(Stored items)

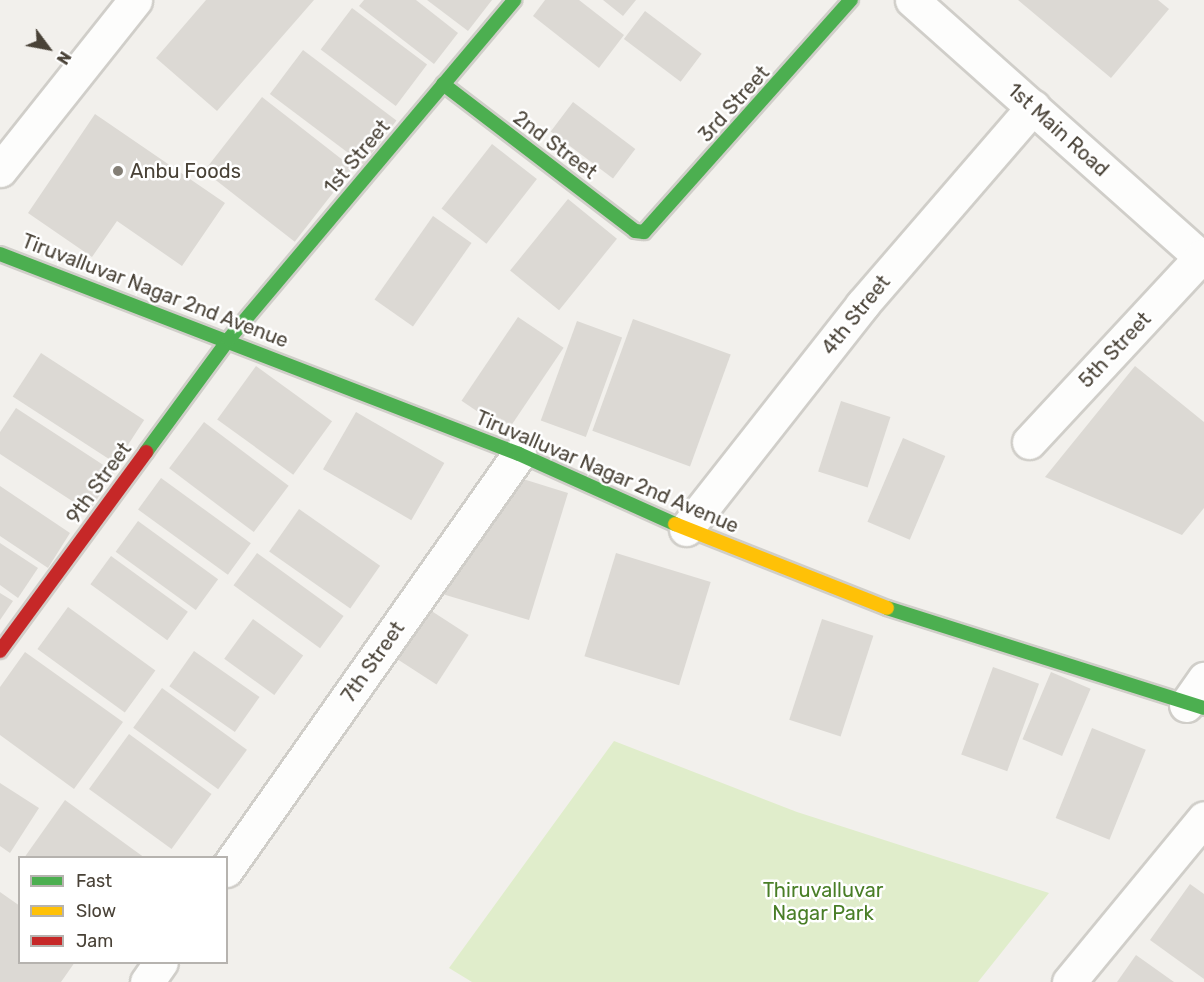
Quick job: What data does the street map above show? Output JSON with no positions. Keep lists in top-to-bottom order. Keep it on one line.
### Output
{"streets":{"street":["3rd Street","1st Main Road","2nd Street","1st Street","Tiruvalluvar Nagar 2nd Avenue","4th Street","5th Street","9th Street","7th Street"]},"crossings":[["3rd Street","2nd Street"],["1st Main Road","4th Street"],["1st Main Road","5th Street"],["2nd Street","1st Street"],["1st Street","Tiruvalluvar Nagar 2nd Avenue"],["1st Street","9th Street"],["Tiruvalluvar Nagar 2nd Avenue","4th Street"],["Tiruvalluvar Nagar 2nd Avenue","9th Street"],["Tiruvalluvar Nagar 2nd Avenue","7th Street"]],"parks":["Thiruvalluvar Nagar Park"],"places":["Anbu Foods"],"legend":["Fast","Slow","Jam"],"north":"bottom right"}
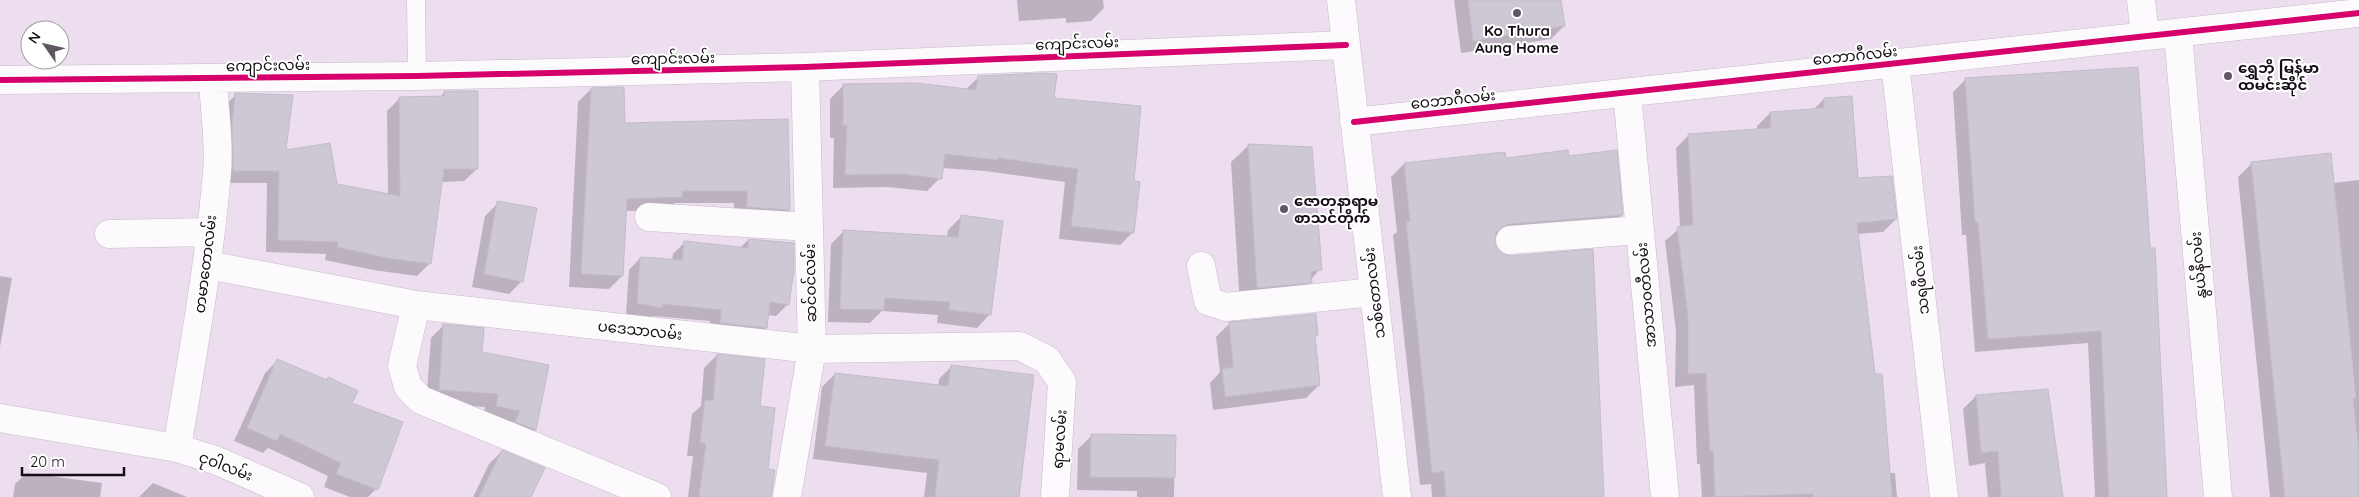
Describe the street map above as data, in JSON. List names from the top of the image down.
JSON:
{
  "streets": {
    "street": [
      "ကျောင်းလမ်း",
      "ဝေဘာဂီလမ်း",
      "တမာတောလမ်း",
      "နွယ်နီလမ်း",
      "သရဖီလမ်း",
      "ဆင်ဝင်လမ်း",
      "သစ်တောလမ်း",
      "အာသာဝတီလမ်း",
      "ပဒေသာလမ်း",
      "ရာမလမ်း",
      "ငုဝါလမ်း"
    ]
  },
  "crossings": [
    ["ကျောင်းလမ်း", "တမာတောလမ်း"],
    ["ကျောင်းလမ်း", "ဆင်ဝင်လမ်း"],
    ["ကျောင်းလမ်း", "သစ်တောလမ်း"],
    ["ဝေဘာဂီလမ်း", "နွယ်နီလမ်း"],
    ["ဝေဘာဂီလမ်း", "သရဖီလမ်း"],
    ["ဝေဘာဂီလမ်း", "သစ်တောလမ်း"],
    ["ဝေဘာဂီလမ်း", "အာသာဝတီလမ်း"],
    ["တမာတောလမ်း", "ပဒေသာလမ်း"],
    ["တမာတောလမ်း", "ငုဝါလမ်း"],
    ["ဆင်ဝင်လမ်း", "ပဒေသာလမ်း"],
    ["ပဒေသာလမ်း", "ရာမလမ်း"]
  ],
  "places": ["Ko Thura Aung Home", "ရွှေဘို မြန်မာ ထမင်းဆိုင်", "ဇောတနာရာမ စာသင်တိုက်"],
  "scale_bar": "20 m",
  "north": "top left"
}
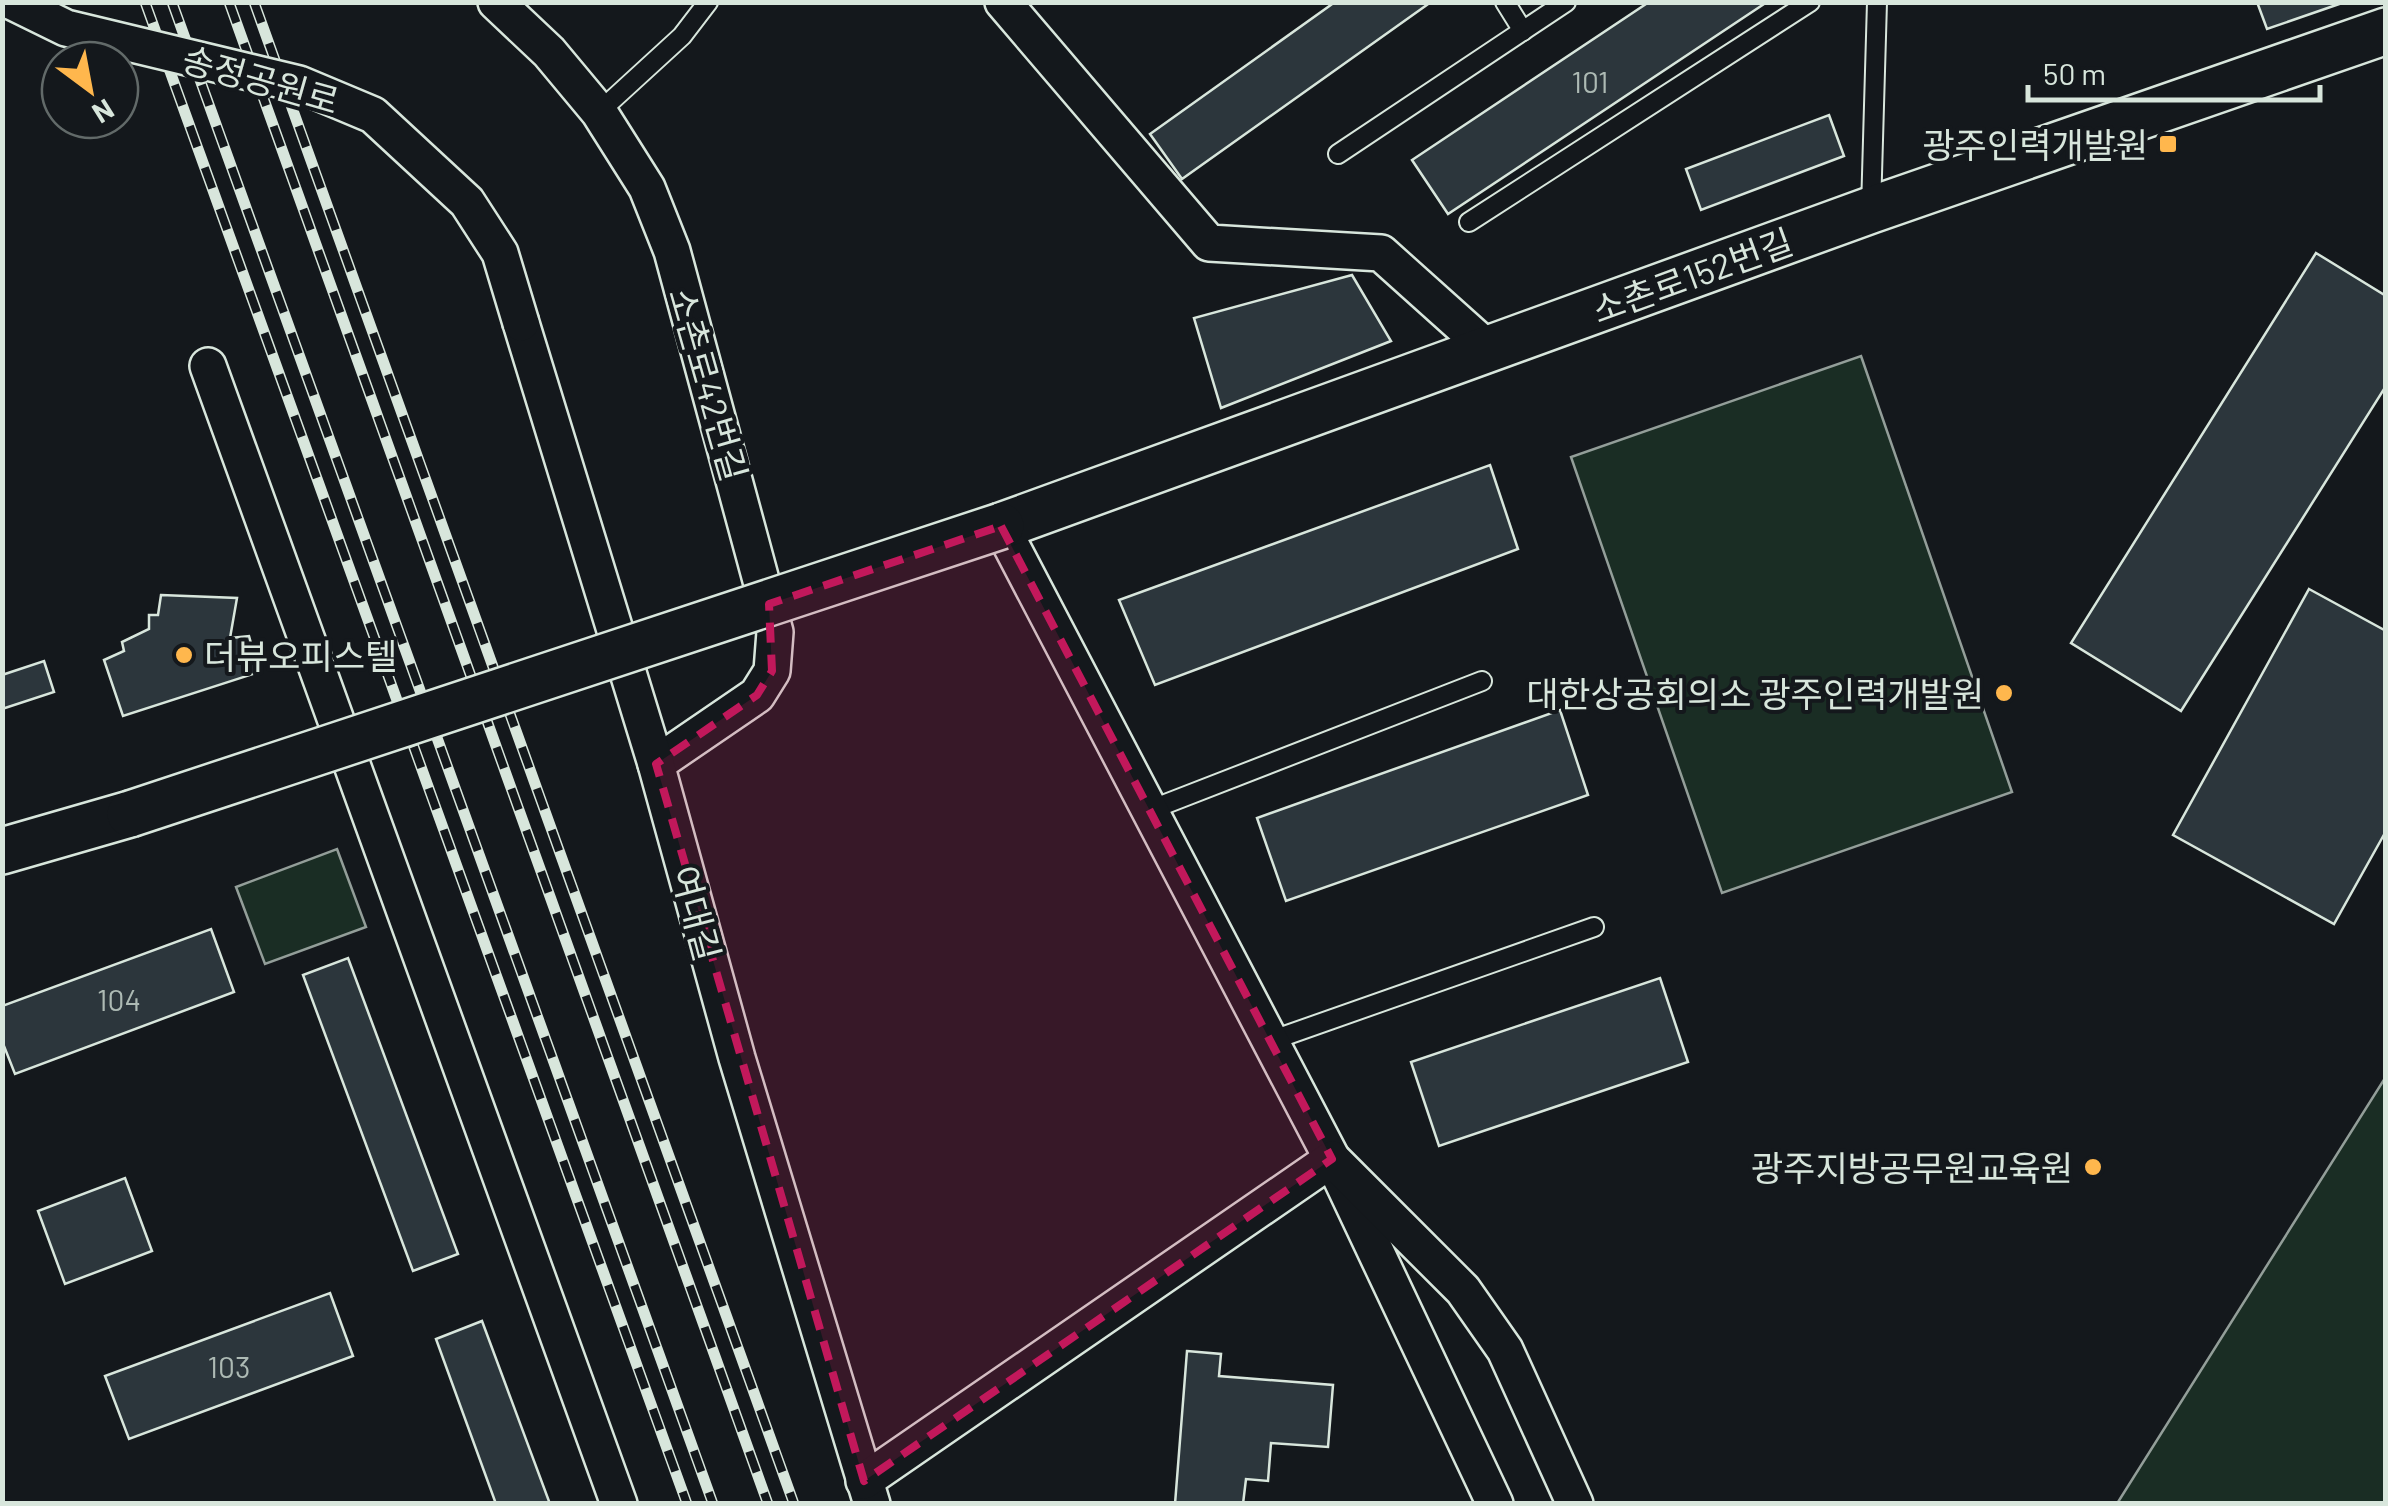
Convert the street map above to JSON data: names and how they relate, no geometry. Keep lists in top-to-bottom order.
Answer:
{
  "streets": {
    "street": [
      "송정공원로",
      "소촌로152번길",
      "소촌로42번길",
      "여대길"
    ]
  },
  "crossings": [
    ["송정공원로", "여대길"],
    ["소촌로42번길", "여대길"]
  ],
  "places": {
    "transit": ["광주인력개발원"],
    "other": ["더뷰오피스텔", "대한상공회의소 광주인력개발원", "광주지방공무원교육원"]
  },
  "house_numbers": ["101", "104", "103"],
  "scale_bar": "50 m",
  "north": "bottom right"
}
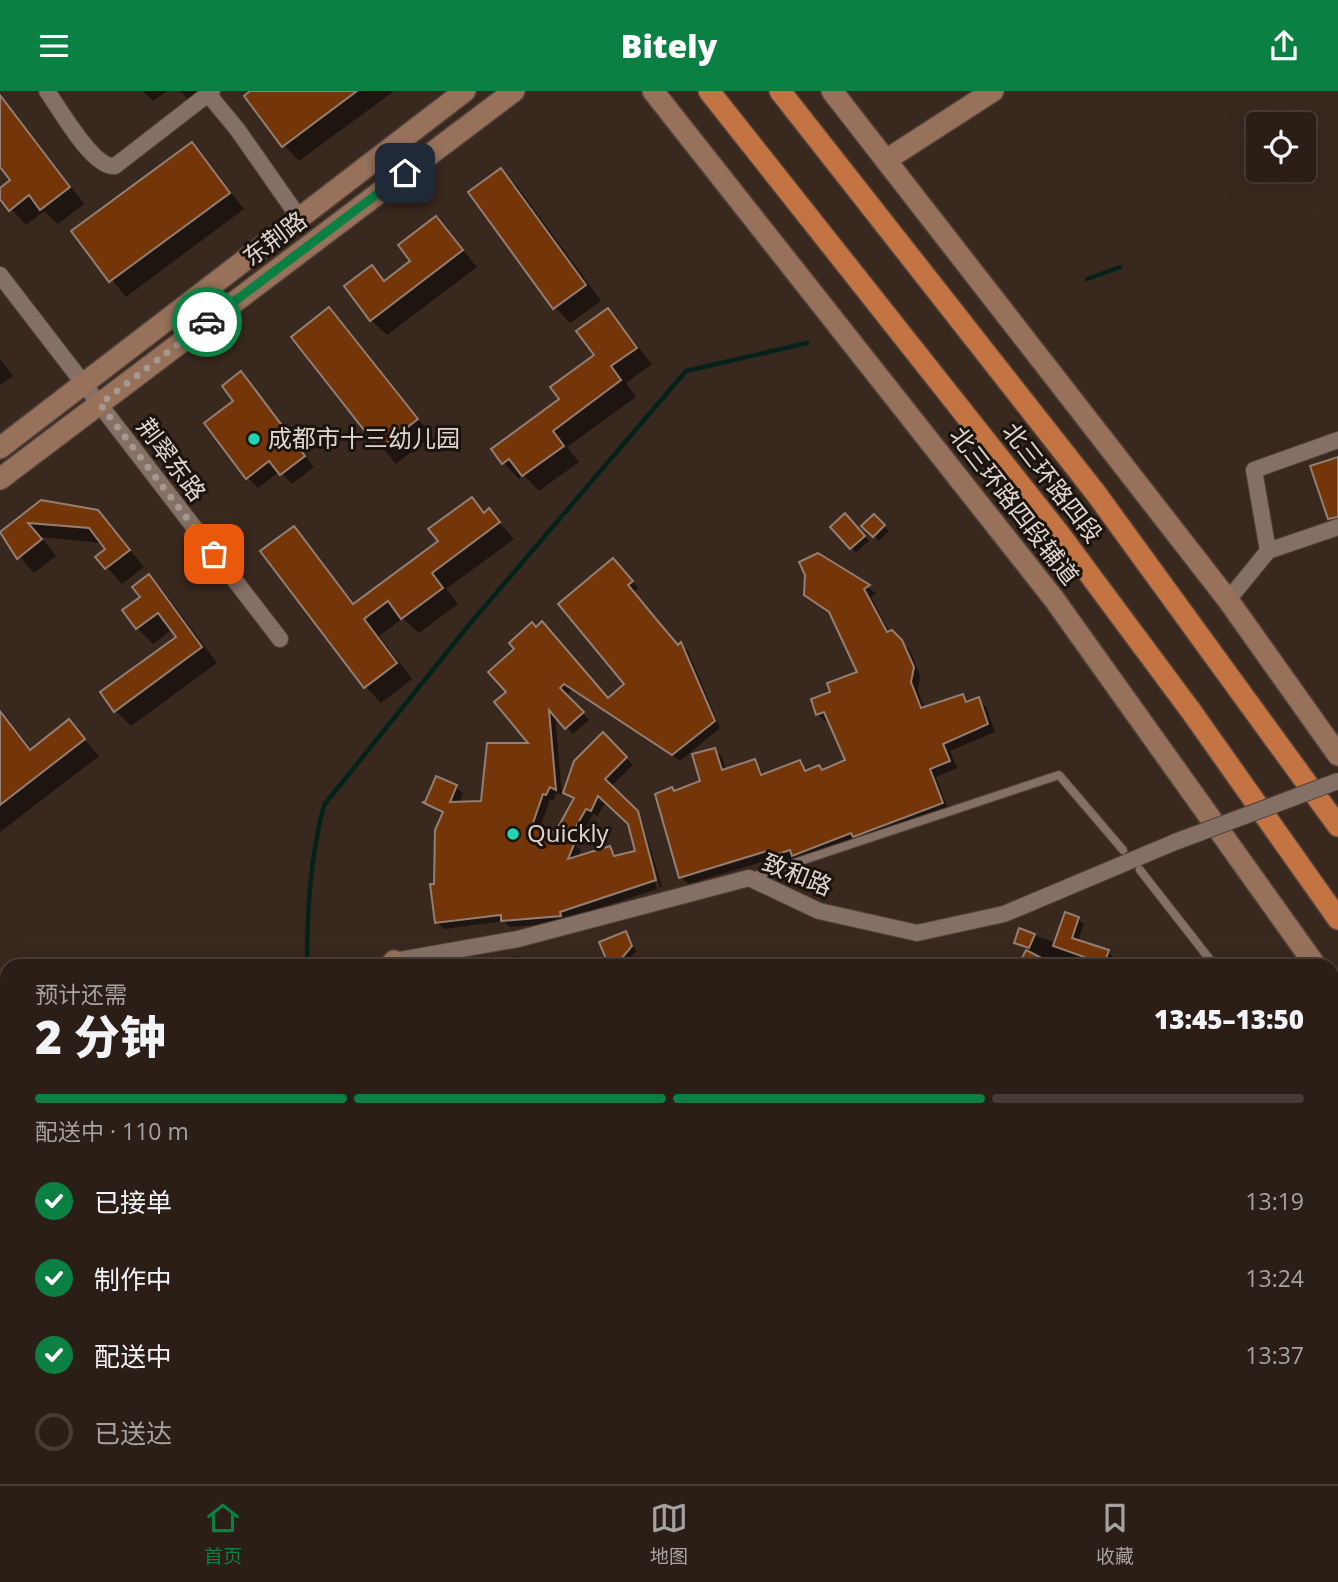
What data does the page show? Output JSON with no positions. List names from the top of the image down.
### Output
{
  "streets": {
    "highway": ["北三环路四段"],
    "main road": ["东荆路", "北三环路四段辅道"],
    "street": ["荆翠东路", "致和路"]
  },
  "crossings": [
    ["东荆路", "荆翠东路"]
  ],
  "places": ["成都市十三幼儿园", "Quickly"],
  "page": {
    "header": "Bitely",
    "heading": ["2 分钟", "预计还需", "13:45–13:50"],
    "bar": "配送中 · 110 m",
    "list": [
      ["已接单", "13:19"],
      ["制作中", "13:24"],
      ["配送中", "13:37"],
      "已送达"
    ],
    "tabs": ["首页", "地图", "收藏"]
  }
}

WORK ITEM:
Go through the entries and return each line where the word "names" occurs.

WRITTEN RESPONSE:
Describe the street map above as data, in JSON. List names from the top of the image down.
Convert the street map above to JSON data: names and how they relate, no geometry. Keep lists in top-to-bottom order.
What data does the page show? Output JSON with no positions. List names from the top of the image down.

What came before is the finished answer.